Work order – Copy every line from the material below that holds "service".

--- START ---

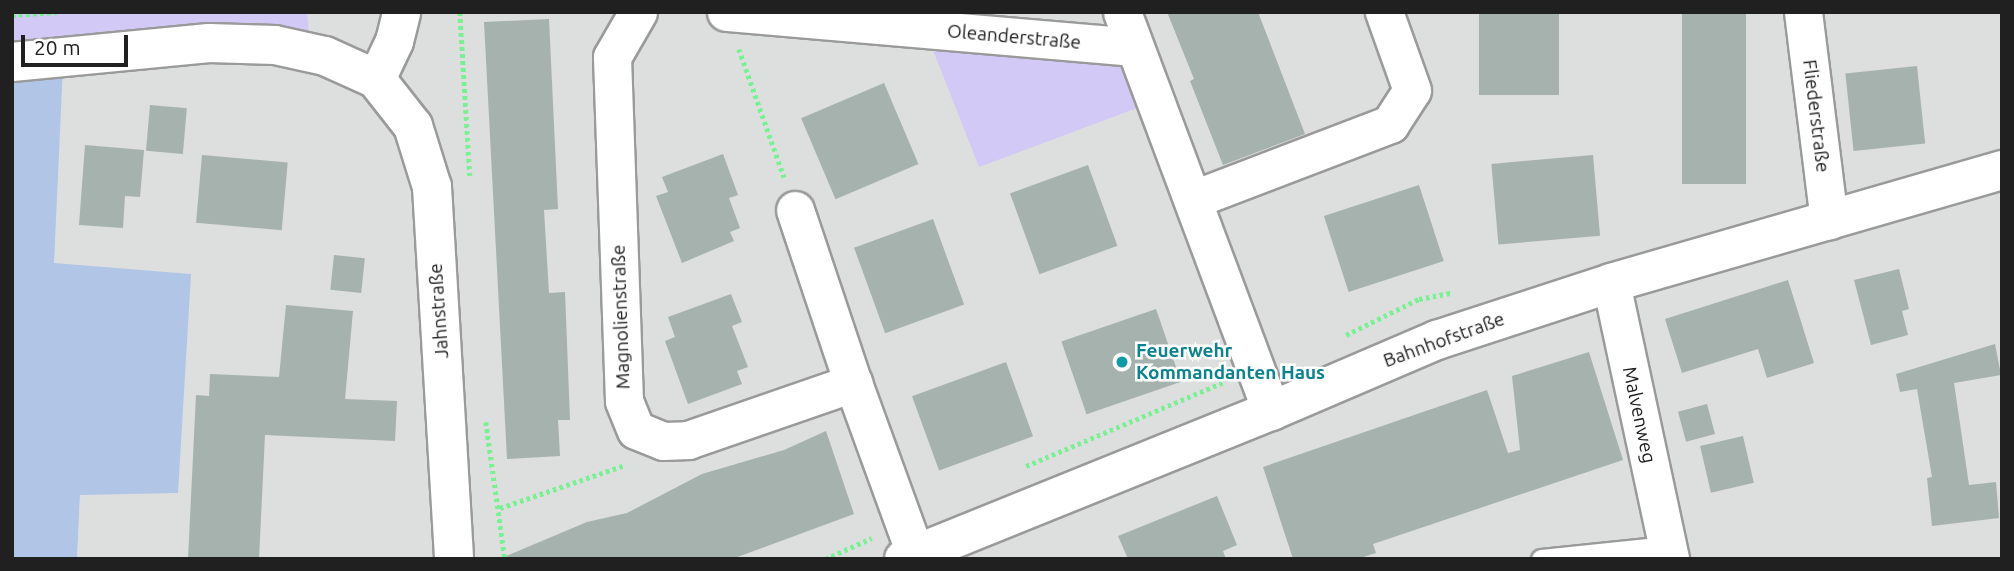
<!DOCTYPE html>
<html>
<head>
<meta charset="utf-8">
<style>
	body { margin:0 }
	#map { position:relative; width:2014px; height:571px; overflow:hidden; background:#e8f0ee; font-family:Ubuntu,sans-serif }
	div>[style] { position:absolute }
	.residential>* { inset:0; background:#dddede }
	.grass>* { inset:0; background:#b1c5e6 }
	.park>* { inset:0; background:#d2c9f6 }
	.building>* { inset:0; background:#a6b2ad; transform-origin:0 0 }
	.path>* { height:4.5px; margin-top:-2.25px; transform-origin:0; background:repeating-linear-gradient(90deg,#78f193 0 3.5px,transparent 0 7px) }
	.roads { filter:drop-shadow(2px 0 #9a9a9a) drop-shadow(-2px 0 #9a9a9a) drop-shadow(0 2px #9a9a9a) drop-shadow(0 -2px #9a9a9a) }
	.service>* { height:19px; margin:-9.5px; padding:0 9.5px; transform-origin:9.5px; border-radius:9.5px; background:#fff }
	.minor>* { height:37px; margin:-18.5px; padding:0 18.5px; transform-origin:18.5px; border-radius:18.5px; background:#fff }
	.tertiary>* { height:38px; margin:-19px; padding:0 19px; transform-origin:19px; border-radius:19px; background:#fff }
	.dots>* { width:19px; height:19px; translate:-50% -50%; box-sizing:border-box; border:4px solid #fff; border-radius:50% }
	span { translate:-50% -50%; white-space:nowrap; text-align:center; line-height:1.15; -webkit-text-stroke:5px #fff; paint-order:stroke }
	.street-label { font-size:19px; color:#202020 }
	.culture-label { font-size:19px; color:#0d838f; font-weight:700 }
	.left { translate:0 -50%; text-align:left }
	.frame { position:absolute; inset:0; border:14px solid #202020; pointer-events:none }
	.scale { position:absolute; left:21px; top:35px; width:107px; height:32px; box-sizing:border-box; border:4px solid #202020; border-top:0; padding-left:9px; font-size:21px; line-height:24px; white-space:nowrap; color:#202020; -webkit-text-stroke:5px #fff; paint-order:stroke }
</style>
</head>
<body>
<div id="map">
	<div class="residential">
		<i style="clip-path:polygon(148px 12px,2002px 12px,2002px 559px,77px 559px,80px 495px,190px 274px,53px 264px,65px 22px)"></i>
	</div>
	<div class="grass">
		<i style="clip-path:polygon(65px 22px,54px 263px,191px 274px,178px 493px,80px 495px,77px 559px,12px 559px,12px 33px)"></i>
	</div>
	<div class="park">
		<i style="clip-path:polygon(12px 12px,307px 12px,310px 46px,12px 61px)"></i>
		<i style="clip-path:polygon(933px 50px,1119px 58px,1137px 108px,979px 167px)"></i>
	</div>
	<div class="building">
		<i style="clip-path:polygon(1167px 12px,1258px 12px,1305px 134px,1223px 165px,1190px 81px,1194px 79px)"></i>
		<i style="left:1479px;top:12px;width:80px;height:83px"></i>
		<i style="left:1682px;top:12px;width:64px;height:172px"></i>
		<i style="clip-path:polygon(549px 19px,558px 209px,544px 210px,549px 293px,565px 292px,570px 420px,558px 420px,560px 456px,507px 459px,484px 22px)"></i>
		<i style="left:1917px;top:66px;width:78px;height:72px;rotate:84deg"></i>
		<i style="left:884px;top:83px;width:88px;height:90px;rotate:67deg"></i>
		<i style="left:150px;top:105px;width:37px;height:46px;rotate:5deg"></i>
		<i style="clip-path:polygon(85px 145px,144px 150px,140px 197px,125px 196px,123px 228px,79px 225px)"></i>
		<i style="clip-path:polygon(723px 154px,738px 195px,729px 198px,740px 228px,730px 232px,734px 241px,682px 263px,656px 196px,668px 192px,662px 177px)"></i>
		<i style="left:202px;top:155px;width:86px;height:68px;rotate:5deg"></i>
		<i style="left:1593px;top:155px;width:81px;height:102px;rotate:85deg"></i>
		<i style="left:1088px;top:165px;width:86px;height:83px;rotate:70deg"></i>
		<i style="left:1419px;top:185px;width:80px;height:100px;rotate:72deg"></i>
		<i style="left:933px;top:219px;width:91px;height:84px;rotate:70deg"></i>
		<i style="left:334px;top:255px;width:31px;height:35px;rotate:6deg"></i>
		<i style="clip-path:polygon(1899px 269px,1909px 309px,1902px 311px,1908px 335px,1871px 345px,1854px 280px)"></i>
		<i style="clip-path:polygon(1788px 280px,1814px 363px,1767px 378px,1758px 349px,1682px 373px,1665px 319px)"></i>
		<i style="clip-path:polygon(731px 294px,742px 322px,732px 326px,748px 367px,737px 371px,742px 384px,688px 404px,665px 341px,675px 337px,668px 317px)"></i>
		<i style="clip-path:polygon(286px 305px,353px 311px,345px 399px,397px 401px,395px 441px,265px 435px,259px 559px,188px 559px,196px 395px,209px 396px,210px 374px,279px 377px)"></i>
		<i style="left:1156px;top:309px;width:77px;height:100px;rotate:71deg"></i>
		<i style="clip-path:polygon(1995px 344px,2001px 375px,1954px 383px,1969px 485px,1996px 482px,1999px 518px,1932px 526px,1927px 478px,1932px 477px,1917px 389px,1900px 392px,1896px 374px)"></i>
		<i style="clip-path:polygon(1589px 352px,1623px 460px,1373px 544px,1376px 553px,1357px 559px,1293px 559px,1263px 467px,1487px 390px,1508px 453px,1520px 450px,1512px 376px)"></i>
		<i style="left:1006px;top:362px;width:79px;height:100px;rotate:70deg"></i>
		<i style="left:1707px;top:404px;width:31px;height:30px;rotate:75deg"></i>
		<i style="clip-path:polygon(826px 431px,854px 514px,732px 559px,499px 559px,587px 522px,627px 513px,702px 474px,784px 450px)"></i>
		<i style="left:1743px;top:436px;width:48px;height:44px;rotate:77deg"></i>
		<i style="clip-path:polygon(1217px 496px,1237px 545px,1223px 551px,1226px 559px,1128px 559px,1118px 536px)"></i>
	</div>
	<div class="path">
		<i style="left:460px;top:12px;width:164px;rotate:86.5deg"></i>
		<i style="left:12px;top:15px;width:45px;rotate:-3.8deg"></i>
		<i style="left:739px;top:49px;width:136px;rotate:70.6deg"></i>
		<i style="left:1346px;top:335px;width:81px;rotate:-26.3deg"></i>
		<i style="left:1419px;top:299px;width:33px;rotate:-11deg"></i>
		<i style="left:486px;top:422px;width:138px;rotate:82.1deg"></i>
		<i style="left:1026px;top:466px;width:215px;rotate:-23deg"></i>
		<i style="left:500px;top:508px;width:132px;rotate:-19deg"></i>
		<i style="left:825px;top:559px;width:51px;rotate:-24.1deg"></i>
	</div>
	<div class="roads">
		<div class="service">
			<i style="left:1541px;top:559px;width:127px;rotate:-5.9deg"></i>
		</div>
		<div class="minor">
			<i style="left:638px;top:12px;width:52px;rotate:120deg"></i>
			<i style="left:612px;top:57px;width:344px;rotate:88deg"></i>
			<i style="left:624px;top:401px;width:31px;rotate:68deg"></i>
			<i style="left:636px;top:430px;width:29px;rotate:22deg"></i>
			<i style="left:663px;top:441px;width:25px;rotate:-2deg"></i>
			<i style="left:688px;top:440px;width:175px;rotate:-19.1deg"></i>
			<i style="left:853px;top:383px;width:181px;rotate:70deg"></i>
			<i style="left:726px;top:12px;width:409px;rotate:4.9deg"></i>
			<i style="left:1122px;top:12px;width:426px;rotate:69.5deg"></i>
			<i style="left:1803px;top:12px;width:210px;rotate:82.9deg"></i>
			<i style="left:376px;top:79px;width:42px;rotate:-64.7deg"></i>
			<i style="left:394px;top:41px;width:30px;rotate:-76deg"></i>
			<i style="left:1194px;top:199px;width:210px;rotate:-20.9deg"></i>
			<i style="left:1390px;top:124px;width:40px;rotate:-57.1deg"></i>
			<i style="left:1412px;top:90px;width:83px;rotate:-109.7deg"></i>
			<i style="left:795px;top:210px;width:182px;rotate:71.5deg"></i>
			<i style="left:1611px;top:283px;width:282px;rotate:77.9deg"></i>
		</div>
		<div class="tertiary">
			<i style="left:12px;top:62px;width:198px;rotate:-5.5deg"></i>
			<i style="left:209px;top:43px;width:66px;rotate:1.7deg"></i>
			<i style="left:275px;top:45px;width:51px;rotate:12.4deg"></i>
			<i style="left:325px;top:56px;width:56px;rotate:24.3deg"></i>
			<i style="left:376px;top:79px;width:60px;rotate:51.8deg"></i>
			<i style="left:413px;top:126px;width:64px;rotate:72.7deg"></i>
			<i style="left:432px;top:187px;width:373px;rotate:86.6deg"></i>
			<i style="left:904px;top:559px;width:396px;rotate:-22deg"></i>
			<i style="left:1271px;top:411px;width:181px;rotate:-23.2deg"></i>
			<i style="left:1437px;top:340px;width:183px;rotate:-18.1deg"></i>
			<i style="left:1611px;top:283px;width:407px;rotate:-16.1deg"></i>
		</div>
	</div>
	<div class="dots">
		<i style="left:1122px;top:362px;background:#0f9aa8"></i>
	</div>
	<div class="street-label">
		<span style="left:1014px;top:37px;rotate:5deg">Oleanderstraße</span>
		<span style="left:1816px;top:116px;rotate:83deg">Fliederstraße</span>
		<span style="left:439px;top:311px;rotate:-94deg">Jahnstraße</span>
		<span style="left:621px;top:317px;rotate:-92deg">Magnolienstraße</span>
		<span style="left:1444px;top:340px;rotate:-20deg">Bahnhofstraße</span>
		<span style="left:1639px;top:415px;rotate:78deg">Malvenweg</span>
	</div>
	<div class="culture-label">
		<span class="left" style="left:1136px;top:362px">Feuerwehr<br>Kommandanten Haus</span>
	</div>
	<div class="frame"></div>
	<div class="scale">20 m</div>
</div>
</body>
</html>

--- END ---

Answer to the problem –
	.service>* { height:19px; margin:-9.5px; padding:0 9.5px; transform-origin:9.5px; border-radius:9.5px; background:#fff }
		<div class="service">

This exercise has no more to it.